Rep. Duncan Hunter (R-CA), who was behind a spate of anti-gay amendments to the repeal of "Don't Ask, Don't Tell" which were not approved, is trying again. The bill he has introduced this time actually seeks to ensure homophobia has a place in the U.S. military, and directly contradicts concerns about the repeal disrupting unit cohesion by introducing a measure that would do just that.
The language of the bill:
To amend Public Law 111-321 (Dont’ Ask, Don’t Tell Repeal Act of 2010) to require that… members of the Armed Forces are not pressured to approve of another person’s sexual conduct if that sexual conduct is contrary to the personal principles of the members.
The Army Times reports:
Essentially, this would mean that military people have to accept the presence of gays in the military but they would not have to like it, said an aide familiar with the legislation.

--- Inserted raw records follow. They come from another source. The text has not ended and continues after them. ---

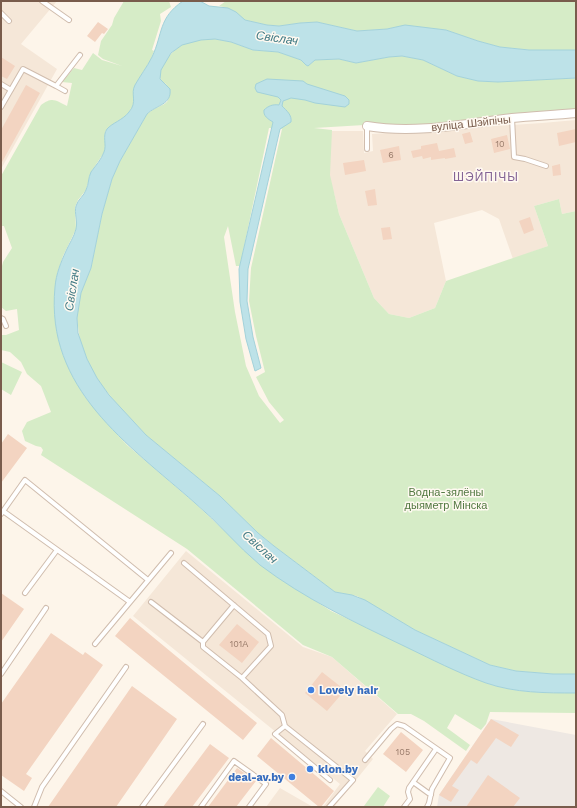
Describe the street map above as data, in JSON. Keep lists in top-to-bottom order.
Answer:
{
  "streets": {
    "street": ["вуліца Шэйпічы"]
  },
  "districts": ["ШЭЙПІЧЫ"],
  "water": ["Свіслач"],
  "parks": ["Водна-зялёны дыяметр Мінска"],
  "places": ["Lovely hair", "klon.by", "deal-av.by"],
  "house_numbers": [
    "10",
    "6",
    "101А",
    "105"
  ]
}
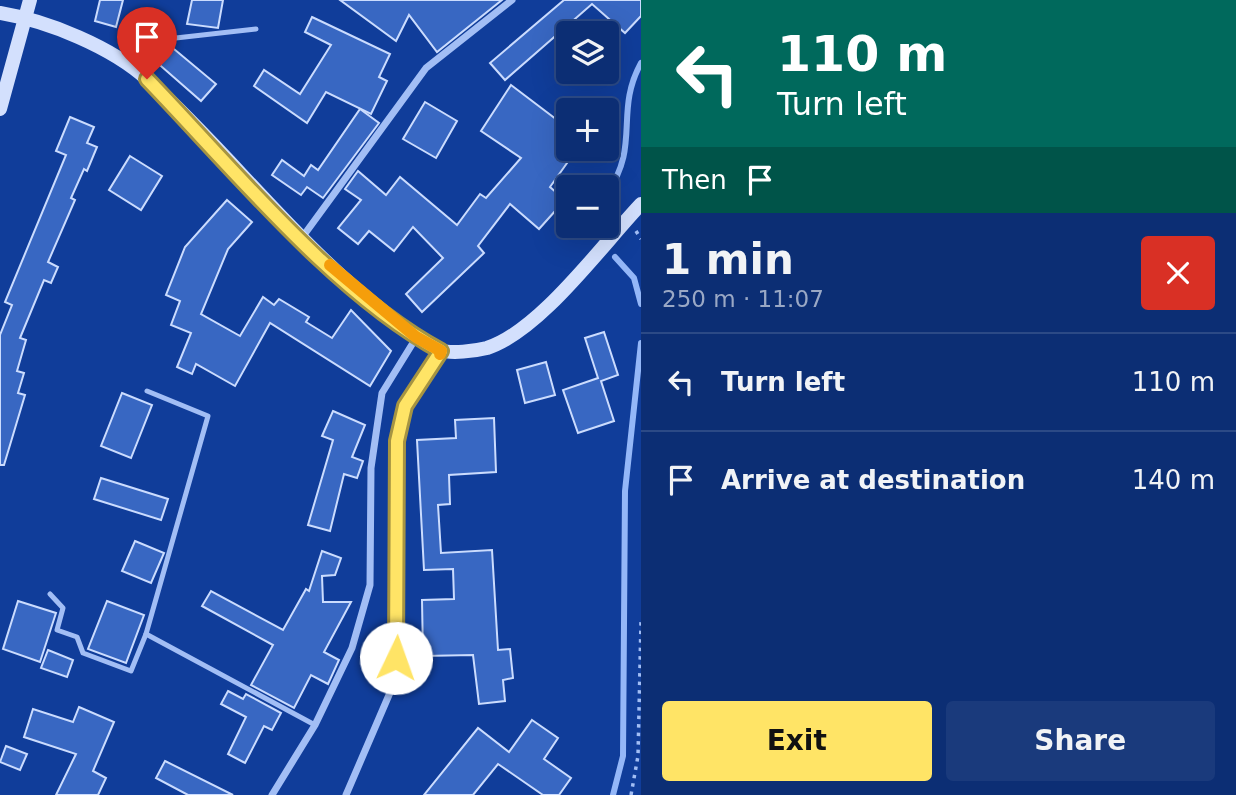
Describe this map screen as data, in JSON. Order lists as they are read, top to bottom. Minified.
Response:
{"page":{"turn":["110 m","Turn left"],"map_buttons":["+","−"],"then":"Then","heading":["1 min","250 m · 11:07"],"list":[{"name":"Turn left","value":"110 m"},{"name":"Arrive at destination","value":"140 m"}],"buttons":["Exit","Share"]}}
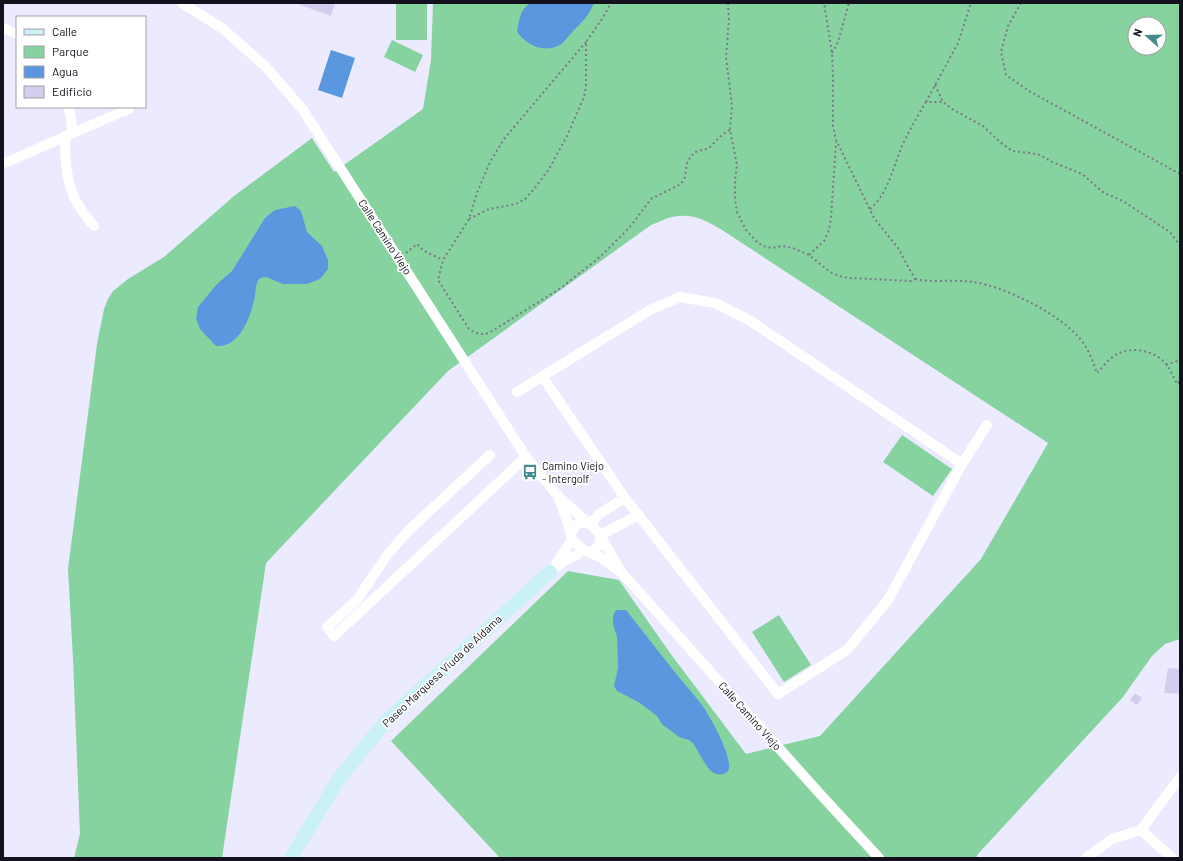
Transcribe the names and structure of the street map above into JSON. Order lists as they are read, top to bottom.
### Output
{
  "streets": {
    "street": ["Calle Camino Viejo", "Paseo Marquesa Viuda de Aldama"]
  },
  "crossings": [
    ["Calle Camino Viejo", "Paseo Marquesa Viuda de Aldama"]
  ],
  "places": {
    "bus stop": ["Camino Viejo - Intergolf"]
  },
  "legend": [
    "Calle",
    "Parque",
    "Agua",
    "Edificio"
  ],
  "north": "left"
}
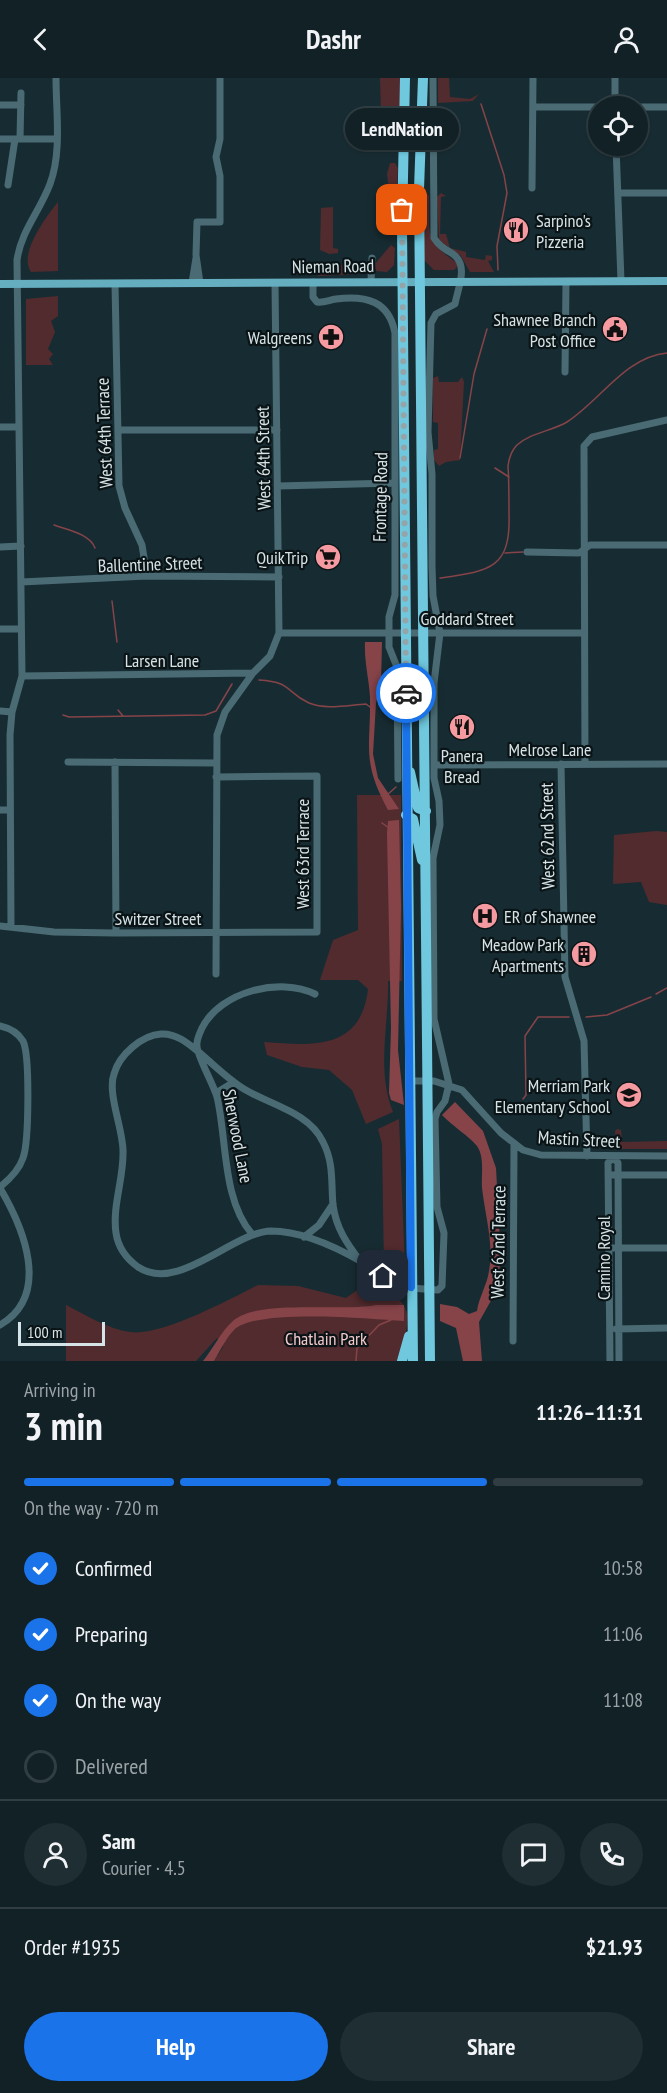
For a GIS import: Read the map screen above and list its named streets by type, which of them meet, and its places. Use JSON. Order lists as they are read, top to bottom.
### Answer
{
  "streets": {
    "main road": ["Nieman Road"],
    "street": [
      "West 64th Terrace",
      "West 64th Street",
      "Frontage Road",
      "Ballentine Street",
      "Goddard Street",
      "Larsen Lane",
      "Melrose Lane",
      "West 62nd Street",
      "West 63rd Terrace",
      "Switzer Street",
      "Sherwood Lane",
      "Mastin Street",
      "West 62nd Terrace",
      "Camino Royal"
    ]
  },
  "crossings": [
    ["Nieman Road", "West 64th Terrace"],
    ["Nieman Road", "West 64th Street"],
    ["Nieman Road", "Frontage Road"],
    ["West 64th Terrace", "Ballentine Street"],
    ["West 64th Street", "Ballentine Street"],
    ["West 64th Street", "Goddard Street"],
    ["Frontage Road", "Goddard Street"],
    ["Melrose Lane", "West 62nd Street"],
    ["West 62nd Street", "Mastin Street"],
    ["West 63rd Terrace", "Switzer Street"],
    ["Mastin Street", "West 62nd Terrace"],
    ["Mastin Street", "Camino Royal"]
  ],
  "parks": ["Chatlain Park"],
  "places": {
    "other": ["LendNation"],
    "restaurant": ["Sarpino's Pizzeria", "Panera Bread"],
    "public building": ["Shawnee Branch Post Office"],
    "pharmacy": ["Walgreens"],
    "supermarket": ["QuikTrip"],
    "hospital": ["ER of Shawnee"],
    "building": ["Meadow Park Apartments"],
    "school or university": ["Merriam Park Elementary School"]
  },
  "scale_bar": "100 m",
  "page": {
    "header": "Dashr",
    "bubble": "LendNation",
    "scale": "100 m",
    "heading": ["3 min", "Arriving in", "11:26–11:31"],
    "panel": [
      "Sam",
      "Courier · 4.5",
      "Order #1935",
      "$21.93"
    ],
    "bar": "On the way · 720 m",
    "list": [
      ["Confirmed", "10:58"],
      ["Preparing", "11:06"],
      ["On the way", "11:08"],
      "Delivered"
    ],
    "buttons": ["Help", "Share"]
  }
}
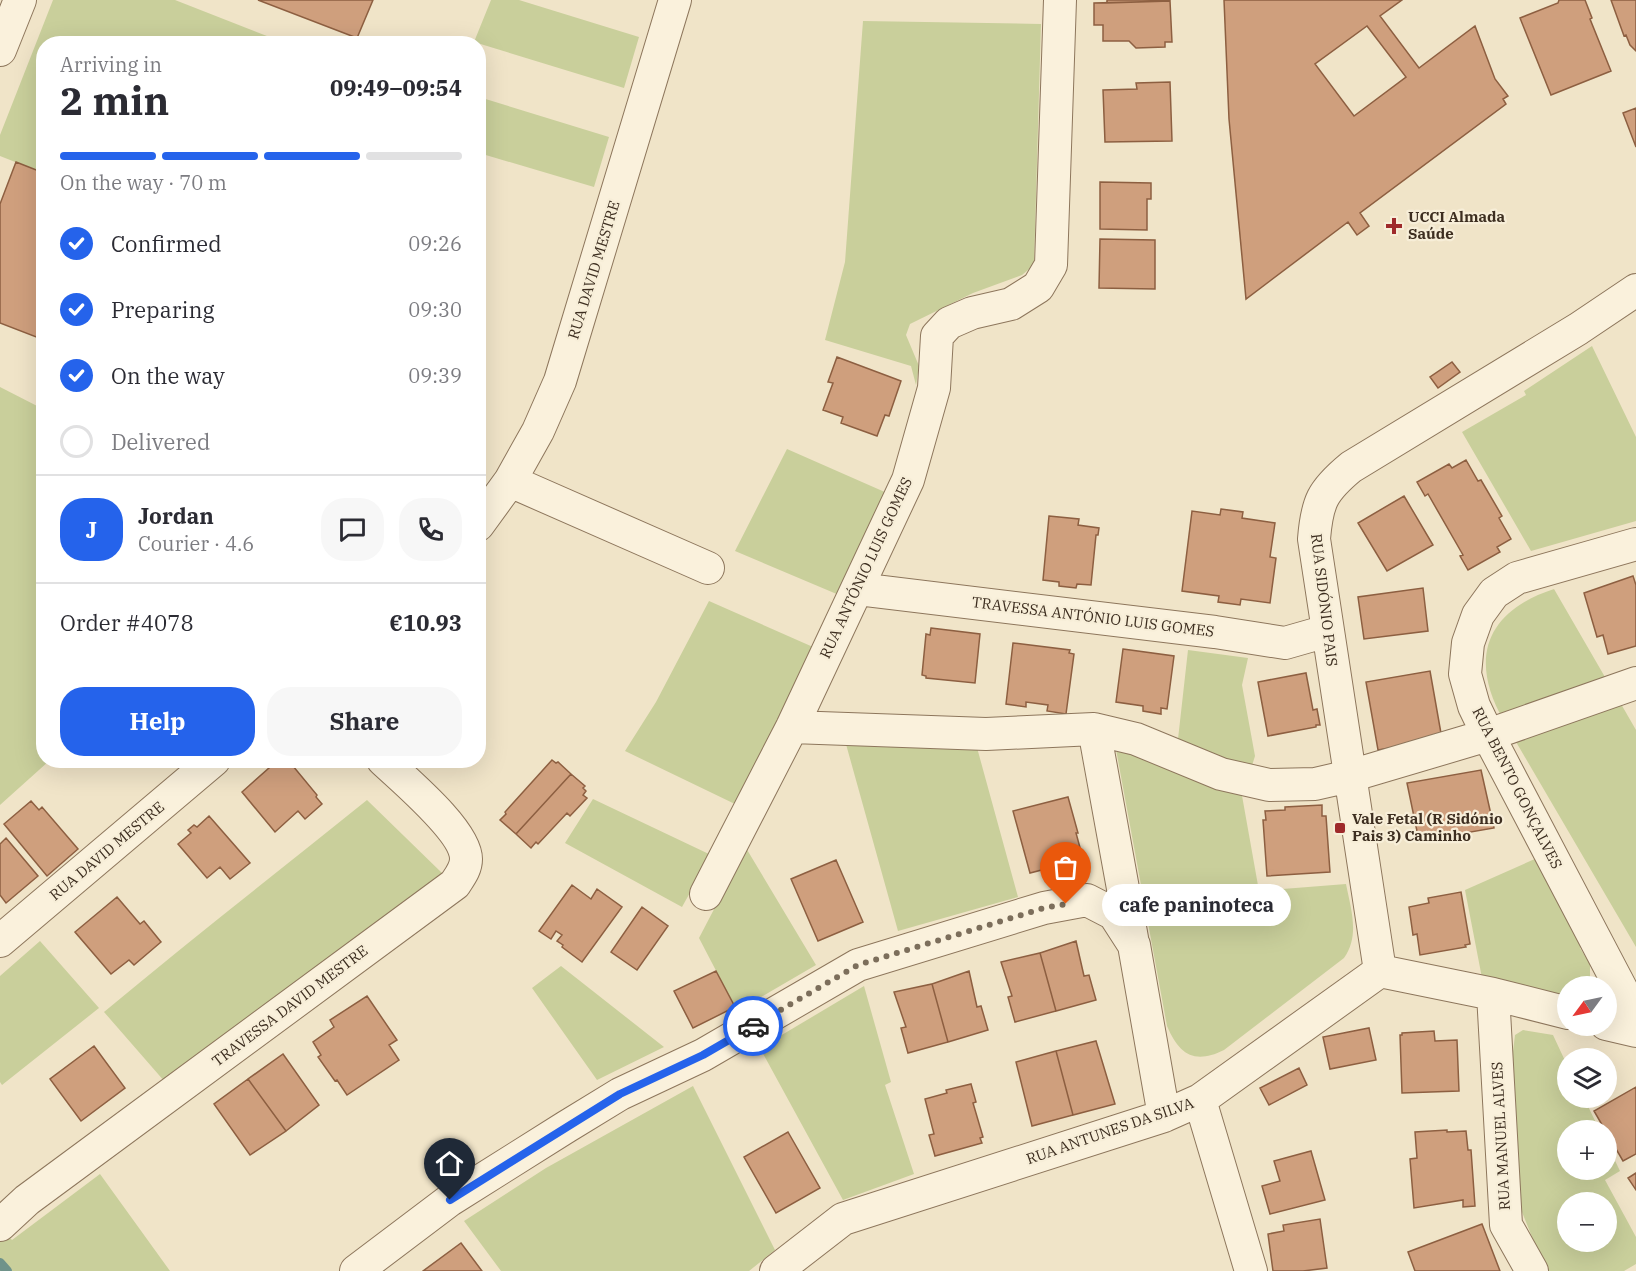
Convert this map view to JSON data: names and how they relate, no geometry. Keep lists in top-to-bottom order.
{
  "streets": {
    "street": [
      "RUA DAVID MESTRE",
      "RUA ANTÓNIO LUIS GOMES",
      "RUA SIDÓNIO PAIS",
      "TRAVESSA ANTÓNIO LUIS GOMES",
      "RUA BENTO GONÇALVES",
      "TRAVESSA DAVID MESTRE",
      "RUA ANTUNES DA SILVA",
      "RUA MANUEL ALVES"
    ]
  },
  "crossings": [
    ["RUA ANTÓNIO LUIS GOMES", "TRAVESSA ANTÓNIO LUIS GOMES"],
    ["RUA SIDÓNIO PAIS", "TRAVESSA ANTÓNIO LUIS GOMES"],
    ["RUA SIDÓNIO PAIS", "RUA ANTUNES DA SILVA"]
  ],
  "places": {
    "health": ["UCCI Almada Saúde"],
    "transit": ["Vale Fetal (R Sidónio Pais 3) Caminho"],
    "other": ["cafe paninoteca"]
  },
  "north": "bottom left",
  "page": {
    "heading": ["2 min", "Arriving in", "09:49–09:54"],
    "panel": [
      "Jordan",
      "Courier · 4.6",
      "Order #4078",
      "€10.93"
    ],
    "bar": "On the way · 70 m",
    "list": [
      ["Confirmed", "09:26"],
      ["Preparing", "09:30"],
      ["On the way", "09:39"],
      "Delivered"
    ],
    "round": "J",
    "buttons": ["Help", "Share"],
    "bubble": "cafe paninoteca",
    "map_buttons": ["+", "−"]
  }
}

Hunter has tried several times to block or undermine repeal of the ban on open service by gays but has been blocked at every step by the Senate’s refusal to take up any legislation modifying the repeal law.
There also is no guarantee that his new proposal would become law. Hunter might be able to get House leaders to schedule a vote on the legislation before Sept. 20, the day when the ban is scheduled to officially be lifted, but again, the Senate would be unlikely to take up the measure.
Hunter could introduce the bill as early as Sept. 7, when the House resumes work after the August recess.